DX APM 11.1.3 Agents disconnecting and reconnecting continuously

book

Article ID: 141967

calendar_today

Updated On:

Products

CA Application Performance Management Agent (APM / Wily / Introscope) CA Application Performance Management (APM / Wily / Introscope) INTROSCOPE DX Application Performance Management

Issue/Introduction

Agents are continuously disconnecting and reconnecting to the cluster environment.

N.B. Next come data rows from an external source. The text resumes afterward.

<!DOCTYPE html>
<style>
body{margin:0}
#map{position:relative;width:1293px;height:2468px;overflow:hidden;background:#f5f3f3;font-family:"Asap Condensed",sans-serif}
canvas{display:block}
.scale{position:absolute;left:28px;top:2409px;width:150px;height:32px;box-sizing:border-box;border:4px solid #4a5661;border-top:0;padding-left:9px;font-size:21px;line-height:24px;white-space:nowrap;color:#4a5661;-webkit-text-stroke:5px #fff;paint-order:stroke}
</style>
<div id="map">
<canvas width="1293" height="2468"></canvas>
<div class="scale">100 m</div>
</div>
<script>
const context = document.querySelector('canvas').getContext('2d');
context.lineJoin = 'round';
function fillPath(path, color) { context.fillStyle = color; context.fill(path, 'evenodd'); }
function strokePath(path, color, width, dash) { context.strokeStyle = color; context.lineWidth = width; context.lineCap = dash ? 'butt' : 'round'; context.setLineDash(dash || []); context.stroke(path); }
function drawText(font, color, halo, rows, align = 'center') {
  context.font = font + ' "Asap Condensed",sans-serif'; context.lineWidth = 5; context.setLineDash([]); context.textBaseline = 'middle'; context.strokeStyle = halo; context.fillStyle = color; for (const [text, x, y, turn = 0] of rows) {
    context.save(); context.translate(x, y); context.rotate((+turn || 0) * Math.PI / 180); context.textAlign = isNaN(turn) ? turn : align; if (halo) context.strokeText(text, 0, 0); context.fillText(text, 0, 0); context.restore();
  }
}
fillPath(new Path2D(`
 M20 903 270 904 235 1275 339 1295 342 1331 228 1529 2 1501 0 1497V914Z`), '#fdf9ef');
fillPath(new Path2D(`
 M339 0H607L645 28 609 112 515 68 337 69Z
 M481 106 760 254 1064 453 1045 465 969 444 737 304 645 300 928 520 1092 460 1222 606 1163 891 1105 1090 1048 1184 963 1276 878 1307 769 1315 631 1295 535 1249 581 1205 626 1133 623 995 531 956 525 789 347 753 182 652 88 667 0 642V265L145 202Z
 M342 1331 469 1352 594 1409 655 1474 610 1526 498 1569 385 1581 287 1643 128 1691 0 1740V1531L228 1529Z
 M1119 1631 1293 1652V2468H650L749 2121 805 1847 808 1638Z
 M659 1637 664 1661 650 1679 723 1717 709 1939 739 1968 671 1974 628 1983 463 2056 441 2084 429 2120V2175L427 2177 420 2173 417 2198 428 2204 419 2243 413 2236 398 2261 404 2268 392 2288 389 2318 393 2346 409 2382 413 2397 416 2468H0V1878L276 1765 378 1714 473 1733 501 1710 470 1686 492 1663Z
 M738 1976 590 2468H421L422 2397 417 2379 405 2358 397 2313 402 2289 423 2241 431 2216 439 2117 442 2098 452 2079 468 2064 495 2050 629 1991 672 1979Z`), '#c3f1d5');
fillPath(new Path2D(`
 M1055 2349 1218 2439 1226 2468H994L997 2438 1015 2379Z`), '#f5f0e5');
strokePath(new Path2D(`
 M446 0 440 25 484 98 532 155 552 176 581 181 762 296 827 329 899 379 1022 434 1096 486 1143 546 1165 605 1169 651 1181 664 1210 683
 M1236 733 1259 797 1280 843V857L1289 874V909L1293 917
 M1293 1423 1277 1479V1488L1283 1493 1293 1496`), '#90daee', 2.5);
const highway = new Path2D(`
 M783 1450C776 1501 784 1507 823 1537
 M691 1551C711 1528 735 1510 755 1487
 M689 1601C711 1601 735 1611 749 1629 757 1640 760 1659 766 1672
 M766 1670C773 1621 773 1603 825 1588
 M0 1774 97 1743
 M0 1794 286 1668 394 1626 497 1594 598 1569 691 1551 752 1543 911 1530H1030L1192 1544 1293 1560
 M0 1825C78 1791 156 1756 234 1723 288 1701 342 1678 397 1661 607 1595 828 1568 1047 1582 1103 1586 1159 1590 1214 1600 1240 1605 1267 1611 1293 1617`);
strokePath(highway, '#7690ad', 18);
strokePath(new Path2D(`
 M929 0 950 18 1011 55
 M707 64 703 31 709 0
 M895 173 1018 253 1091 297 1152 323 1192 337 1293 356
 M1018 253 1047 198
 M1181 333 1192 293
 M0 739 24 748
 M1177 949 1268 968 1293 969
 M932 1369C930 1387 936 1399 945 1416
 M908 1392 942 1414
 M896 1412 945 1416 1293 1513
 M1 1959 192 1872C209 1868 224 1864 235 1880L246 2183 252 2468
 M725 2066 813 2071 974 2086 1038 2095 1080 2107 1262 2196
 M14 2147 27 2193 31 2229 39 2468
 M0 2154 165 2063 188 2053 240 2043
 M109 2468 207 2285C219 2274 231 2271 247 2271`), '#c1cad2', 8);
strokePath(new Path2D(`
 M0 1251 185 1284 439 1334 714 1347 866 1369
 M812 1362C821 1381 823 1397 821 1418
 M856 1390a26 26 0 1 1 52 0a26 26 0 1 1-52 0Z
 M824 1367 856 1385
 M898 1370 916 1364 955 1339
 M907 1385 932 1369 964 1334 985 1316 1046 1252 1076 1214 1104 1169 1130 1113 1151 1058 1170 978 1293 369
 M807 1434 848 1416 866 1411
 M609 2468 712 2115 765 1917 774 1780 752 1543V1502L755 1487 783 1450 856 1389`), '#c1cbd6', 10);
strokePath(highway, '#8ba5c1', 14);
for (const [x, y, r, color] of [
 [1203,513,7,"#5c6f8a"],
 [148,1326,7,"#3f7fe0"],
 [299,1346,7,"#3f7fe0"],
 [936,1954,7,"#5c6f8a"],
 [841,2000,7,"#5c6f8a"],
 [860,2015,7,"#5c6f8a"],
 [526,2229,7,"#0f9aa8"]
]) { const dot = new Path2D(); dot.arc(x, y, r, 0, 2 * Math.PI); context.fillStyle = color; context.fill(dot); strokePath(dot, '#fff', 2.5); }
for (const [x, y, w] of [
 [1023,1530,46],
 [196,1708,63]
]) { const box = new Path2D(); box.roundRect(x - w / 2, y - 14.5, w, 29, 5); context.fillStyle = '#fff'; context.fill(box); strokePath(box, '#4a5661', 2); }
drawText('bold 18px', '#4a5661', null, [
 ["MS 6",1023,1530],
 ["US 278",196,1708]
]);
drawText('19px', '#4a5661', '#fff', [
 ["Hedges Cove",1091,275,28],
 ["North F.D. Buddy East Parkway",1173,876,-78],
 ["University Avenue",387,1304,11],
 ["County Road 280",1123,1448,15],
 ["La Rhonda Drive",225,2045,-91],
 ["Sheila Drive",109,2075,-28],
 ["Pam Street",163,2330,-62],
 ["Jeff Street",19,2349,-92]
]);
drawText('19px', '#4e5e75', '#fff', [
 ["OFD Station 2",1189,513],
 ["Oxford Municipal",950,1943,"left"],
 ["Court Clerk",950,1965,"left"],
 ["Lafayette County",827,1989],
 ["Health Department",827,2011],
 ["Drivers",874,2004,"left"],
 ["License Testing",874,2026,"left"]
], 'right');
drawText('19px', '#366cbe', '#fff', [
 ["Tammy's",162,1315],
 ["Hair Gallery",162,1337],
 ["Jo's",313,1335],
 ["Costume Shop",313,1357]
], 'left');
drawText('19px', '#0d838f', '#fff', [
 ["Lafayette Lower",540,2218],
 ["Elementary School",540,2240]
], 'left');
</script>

- On Agent side, it's disconnected due to socket closed. The IntroscopeAgent.log file (DEBUG enabled) reports the following:
[DEBUG] [IntroscopeAgent.IsengardMessaging] WebSocket socket channel closed.                                                                          
[DEBUG] [IntroscopeAgent.IncomingMessageDeliveryTask] Unexpected end of stream while reading from node at: Socket Transport connected with websocket: wss://apmservices-xxxxx:443
java.io.EOFException                                                                                                                                                                                
        at java.io.DataInputStream.readInt(DataInputStream.java:392)                                                                                                                                
        at com.wily.isengard.postofficehub.link.v1.IsengardObjectInputStream.readInt(IsengardObjectInputStream.java:1312)                                                                           
        at com.wily.isengard.postofficehub.link.v1.IsengardObjectInputStream.setUpStartObjectGraph(IsengardObjectInputStream.java:459)                                                              
        at com.wily.isengard.postofficehub.link.v1.IsengardObjectInputStream.readObject(IsengardObjectInputStream.java:257)                                                                         
        at com.wily.isengard.postofficehub.link.v1.IncomingMessageDeliveryTask.deliverNextMessage(IncomingMessageDeliveryTask.java:76)                                                              
        at com.wily.isengard.postofficehub.link.v1.IncomingRouteConnector.receiveIncomingMessages(IncomingRouteConnector.java:170)                                                                  
        at com.wily.isengard.postofficehub.link.v1.IncomingRouteConnector.doTask(IncomingRouteConnector.java:89)                                                                 
        at com.wily.isengard.util.thread.AThreadedExecutable.run(AThreadedExecutable.java:192)                                                                                                      
        at java.lang.Thread.run(Thread.java:748)                                                                                                                                                    
[VERBOSE] [IntroscopeAgent.PostOfficeHub] Disconnected From: Node=Server, Address=apmservices-xxxx:443, Type=socket                    

- On Enterprise Manager side, it's also disconnected suddenly. The IntroscopeEnterpriseManager.log file (DEBUG enabled) reports the following:
[INFO] [PO Route Down Executor] [Manager] Lost connection at: Node=Agent_10310, Address=/xx.xxx.x.xxx:xxxxx, Type=socket

 

Cause

This is a known issue of ingress nginx auto reloading when there is service/pod restart. Example of a service/pod restarting, see "doi-dspintegrator" service below:

[[email protected] ~]# kubectl get pods -n dxi
NAME                                                    READY        STATUS                         RESTARTS        AGE
doi-dspcasa1-xxxxx-xxx                        1/1                Running                         0                        11d
doi-dspintegrator-xxxxx-xxx                   0/1               CrashLoopBackOff        1655                   11d
doi-genericapiconnector-xxxxx-xxx       1/1                Running                         0                        11d

 

Refer to the following link for further information regarding the known issue of ingress nginx:

https://github.com/kubernetes/ingress-nginx/issues/2985

 

 

Environment

APM 11.1.3

Resolution

This issue can be addressed by using any of the following suggestions:

a) Use HTTPS rather than WSS for the agent connection to the EM.
This will not affect HTTPS, because there is a session kept on cloudgw that will be assigned to a new connection based on the session cookie. Therefore HTTPS communication works even if the connections are being closed. The same should apply for the agent side.

- Open the IntroscopeAgent.profile file (located at "Agent_home\config directory")
- Replace the agentManager.ul property to use HTTPS, eg:
agentManager.url.1=wss://apmservices-xxx:443
to
agentManager.url.1=https://apmservices-xxx:443
- Save the IntroscopeAgent.profile
- Restart the Agent

b) By fixing the service/pods restarts there should not be any disconnections anymore.